### The data
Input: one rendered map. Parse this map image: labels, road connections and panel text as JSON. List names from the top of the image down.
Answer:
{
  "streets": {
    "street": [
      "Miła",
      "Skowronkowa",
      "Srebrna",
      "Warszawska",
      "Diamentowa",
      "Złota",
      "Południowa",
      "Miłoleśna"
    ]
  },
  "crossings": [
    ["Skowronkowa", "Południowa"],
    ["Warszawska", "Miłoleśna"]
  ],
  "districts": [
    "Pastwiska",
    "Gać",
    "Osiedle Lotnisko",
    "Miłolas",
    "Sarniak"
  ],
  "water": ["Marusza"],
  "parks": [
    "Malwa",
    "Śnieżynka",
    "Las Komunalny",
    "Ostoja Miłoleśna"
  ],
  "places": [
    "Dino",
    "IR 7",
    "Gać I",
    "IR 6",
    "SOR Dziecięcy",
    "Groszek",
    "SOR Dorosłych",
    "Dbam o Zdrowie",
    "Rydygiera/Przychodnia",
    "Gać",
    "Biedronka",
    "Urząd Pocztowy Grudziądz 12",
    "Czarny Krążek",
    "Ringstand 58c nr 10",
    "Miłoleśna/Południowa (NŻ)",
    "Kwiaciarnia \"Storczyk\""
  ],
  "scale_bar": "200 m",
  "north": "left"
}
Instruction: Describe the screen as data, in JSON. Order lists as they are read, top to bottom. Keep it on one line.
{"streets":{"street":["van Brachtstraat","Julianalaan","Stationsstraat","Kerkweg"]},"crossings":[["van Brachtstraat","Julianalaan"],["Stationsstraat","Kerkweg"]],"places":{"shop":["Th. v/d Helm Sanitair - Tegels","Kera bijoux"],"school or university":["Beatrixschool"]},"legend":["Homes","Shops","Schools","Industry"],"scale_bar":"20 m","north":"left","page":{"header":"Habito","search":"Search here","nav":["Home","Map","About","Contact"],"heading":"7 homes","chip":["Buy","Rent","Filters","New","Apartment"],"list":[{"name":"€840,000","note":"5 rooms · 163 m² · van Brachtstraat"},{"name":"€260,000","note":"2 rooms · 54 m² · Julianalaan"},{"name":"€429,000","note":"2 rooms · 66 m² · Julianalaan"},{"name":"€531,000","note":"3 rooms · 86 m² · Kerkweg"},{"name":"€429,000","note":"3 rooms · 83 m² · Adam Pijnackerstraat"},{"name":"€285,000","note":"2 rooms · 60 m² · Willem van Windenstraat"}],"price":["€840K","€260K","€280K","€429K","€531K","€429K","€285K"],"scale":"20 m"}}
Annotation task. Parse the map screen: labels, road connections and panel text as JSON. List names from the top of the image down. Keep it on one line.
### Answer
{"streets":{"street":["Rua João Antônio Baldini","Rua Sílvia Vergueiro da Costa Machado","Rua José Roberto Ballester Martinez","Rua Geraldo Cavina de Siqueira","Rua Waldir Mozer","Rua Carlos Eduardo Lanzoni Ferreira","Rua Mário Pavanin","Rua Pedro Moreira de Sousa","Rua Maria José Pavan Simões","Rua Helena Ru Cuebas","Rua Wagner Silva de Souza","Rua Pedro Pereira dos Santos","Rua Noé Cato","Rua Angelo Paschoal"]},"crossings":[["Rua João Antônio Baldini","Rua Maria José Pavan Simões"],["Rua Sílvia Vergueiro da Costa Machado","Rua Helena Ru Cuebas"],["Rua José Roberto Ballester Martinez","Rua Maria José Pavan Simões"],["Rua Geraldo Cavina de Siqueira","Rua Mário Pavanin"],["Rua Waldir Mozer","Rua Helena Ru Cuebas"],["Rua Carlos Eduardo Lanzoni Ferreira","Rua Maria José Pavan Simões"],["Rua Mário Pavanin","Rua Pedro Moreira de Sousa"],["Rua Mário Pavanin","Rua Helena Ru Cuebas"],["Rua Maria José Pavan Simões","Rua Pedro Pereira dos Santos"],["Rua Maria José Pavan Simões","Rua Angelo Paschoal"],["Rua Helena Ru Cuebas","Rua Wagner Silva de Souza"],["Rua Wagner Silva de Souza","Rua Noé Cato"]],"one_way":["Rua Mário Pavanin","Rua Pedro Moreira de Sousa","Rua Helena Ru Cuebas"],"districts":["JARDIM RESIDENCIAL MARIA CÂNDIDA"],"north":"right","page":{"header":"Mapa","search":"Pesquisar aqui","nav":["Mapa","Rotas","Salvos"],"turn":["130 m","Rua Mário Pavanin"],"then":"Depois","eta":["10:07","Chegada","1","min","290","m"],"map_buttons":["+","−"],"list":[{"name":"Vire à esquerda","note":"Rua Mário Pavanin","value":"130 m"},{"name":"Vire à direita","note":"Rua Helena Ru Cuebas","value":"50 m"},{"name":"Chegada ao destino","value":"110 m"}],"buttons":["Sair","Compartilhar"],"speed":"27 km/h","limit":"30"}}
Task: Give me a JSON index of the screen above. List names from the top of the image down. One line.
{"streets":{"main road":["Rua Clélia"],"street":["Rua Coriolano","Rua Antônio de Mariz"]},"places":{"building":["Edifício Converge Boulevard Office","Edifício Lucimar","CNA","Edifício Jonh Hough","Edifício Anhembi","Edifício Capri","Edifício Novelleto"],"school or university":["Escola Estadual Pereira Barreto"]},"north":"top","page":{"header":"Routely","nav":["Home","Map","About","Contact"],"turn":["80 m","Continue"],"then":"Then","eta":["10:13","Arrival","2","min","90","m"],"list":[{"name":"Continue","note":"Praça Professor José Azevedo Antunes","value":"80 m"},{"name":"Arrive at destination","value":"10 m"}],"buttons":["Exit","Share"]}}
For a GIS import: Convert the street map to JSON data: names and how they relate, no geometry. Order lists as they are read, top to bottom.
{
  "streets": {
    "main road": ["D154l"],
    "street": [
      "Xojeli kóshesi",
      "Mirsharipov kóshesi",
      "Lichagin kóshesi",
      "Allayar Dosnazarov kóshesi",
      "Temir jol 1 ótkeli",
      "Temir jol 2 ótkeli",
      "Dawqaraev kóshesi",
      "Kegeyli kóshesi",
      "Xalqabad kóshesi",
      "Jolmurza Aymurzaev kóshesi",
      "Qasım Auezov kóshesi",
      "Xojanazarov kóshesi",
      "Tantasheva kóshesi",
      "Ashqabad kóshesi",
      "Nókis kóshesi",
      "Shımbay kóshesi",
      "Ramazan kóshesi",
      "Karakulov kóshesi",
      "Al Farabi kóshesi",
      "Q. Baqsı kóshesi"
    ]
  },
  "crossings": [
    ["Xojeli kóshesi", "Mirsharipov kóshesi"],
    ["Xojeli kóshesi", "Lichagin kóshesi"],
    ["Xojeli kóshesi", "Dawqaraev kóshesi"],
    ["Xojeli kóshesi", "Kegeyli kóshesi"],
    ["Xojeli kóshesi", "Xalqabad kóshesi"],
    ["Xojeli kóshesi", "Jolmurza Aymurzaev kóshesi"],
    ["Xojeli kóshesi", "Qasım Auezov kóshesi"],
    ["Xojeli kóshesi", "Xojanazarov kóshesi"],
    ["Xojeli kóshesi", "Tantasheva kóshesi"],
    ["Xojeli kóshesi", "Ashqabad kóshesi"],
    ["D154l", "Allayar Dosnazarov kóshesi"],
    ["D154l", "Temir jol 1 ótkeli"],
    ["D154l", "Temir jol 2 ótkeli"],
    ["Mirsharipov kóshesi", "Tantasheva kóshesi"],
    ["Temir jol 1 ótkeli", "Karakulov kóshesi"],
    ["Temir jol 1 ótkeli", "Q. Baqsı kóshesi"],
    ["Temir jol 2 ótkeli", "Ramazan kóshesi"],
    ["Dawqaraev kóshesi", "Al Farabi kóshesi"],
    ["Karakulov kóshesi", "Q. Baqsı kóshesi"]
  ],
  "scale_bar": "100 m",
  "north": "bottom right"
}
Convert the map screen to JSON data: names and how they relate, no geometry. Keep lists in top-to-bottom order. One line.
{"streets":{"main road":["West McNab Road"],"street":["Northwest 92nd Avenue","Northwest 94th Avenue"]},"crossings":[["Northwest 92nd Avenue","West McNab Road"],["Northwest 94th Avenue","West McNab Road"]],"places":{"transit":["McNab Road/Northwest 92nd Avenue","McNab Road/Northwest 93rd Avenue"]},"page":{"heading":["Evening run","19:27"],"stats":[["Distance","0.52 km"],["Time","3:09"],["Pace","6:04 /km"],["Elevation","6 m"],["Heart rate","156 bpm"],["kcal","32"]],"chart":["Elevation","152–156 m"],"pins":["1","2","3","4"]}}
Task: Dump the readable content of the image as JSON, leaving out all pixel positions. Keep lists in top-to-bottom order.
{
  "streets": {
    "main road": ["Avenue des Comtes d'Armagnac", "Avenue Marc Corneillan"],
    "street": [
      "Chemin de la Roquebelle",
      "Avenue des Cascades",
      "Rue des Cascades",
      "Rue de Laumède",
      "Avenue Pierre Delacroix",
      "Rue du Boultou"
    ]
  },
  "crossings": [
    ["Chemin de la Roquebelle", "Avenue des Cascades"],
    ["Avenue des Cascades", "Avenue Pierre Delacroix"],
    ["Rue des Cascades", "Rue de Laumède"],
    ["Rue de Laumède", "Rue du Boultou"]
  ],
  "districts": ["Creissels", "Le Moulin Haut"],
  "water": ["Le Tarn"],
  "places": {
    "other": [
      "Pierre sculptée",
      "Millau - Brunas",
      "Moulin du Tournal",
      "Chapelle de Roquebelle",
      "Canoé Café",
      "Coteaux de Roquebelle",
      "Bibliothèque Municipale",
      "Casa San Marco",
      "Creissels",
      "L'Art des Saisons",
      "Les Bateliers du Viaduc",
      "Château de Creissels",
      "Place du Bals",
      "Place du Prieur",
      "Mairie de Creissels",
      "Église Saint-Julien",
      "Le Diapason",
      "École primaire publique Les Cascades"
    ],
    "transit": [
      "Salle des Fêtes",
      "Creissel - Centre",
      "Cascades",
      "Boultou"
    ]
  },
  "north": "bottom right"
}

### What this task involves
Reproduce all lines from the records above that include the word "connections".

### Solved exercise
Input: one rendered map. Parse this map image: labels, road connections and panel text as JSON. List names from the top of the image down.
Annotation task. Parse the map screen: labels, road connections and panel text as JSON. List names from the top of the image down. Keep it on one line.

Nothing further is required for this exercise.